● **PROBLEM STATEMENT**:
Your job is to return the whole listing unchanged while skipping its images.

● **DATA SECTION**:
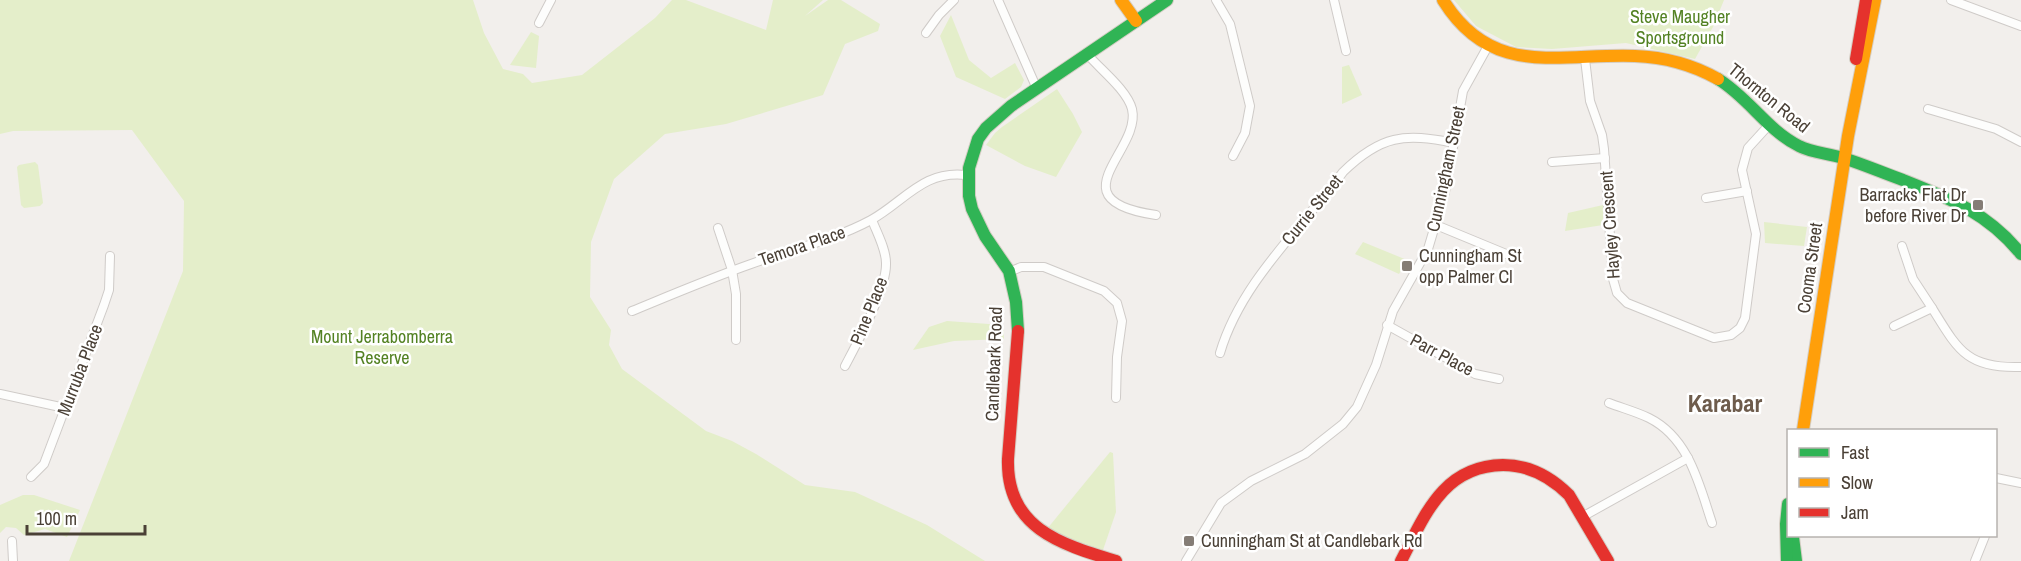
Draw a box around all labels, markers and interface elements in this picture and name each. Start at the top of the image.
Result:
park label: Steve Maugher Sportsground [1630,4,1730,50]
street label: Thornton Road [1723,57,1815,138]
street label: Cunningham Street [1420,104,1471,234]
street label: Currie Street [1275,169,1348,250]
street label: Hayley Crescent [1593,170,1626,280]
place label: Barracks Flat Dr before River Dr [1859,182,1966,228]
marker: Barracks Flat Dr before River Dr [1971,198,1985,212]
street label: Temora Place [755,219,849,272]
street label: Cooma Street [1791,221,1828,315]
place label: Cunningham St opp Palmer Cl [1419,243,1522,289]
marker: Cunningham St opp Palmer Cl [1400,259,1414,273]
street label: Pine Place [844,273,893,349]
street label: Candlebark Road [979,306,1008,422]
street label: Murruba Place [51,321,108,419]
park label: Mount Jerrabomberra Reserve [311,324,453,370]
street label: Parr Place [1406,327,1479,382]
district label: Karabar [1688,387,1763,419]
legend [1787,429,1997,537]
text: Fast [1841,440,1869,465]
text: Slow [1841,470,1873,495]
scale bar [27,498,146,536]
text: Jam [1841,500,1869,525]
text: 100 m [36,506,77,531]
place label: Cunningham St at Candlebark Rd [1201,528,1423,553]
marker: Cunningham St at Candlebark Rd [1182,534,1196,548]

● **ANSWER TO THE EXERCISE**:
Draw a box around all labels, markers and interface elements in this picture and name each. Start at the top of the image.
Result:
park label: Steve Maugher Sportsground [1630,4,1730,50]
street label: Thornton Road [1723,57,1815,138]
street label: Cunningham Street [1420,104,1471,234]
street label: Currie Street [1275,169,1348,250]
street label: Hayley Crescent [1593,170,1626,280]
place label: Barracks Flat Dr before River Dr [1859,182,1966,228]
marker: Barracks Flat Dr before River Dr [1971,198,1985,212]
street label: Temora Place [755,219,849,272]
street label: Cooma Street [1791,221,1828,315]
place label: Cunningham St opp Palmer Cl [1419,243,1522,289]
marker: Cunningham St opp Palmer Cl [1400,259,1414,273]
street label: Pine Place [844,273,893,349]
street label: Candlebark Road [979,306,1008,422]
street label: Murruba Place [51,321,108,419]
park label: Mount Jerrabomberra Reserve [311,324,453,370]
street label: Parr Place [1406,327,1479,382]
district label: Karabar [1688,387,1763,419]
legend [1787,429,1997,537]
text: Fast [1841,440,1869,465]
text: Slow [1841,470,1873,495]
scale bar [27,498,146,536]
text: Jam [1841,500,1869,525]
text: 100 m [36,506,77,531]
place label: Cunningham St at Candlebark Rd [1201,528,1423,553]
marker: Cunningham St at Candlebark Rd [1182,534,1196,548]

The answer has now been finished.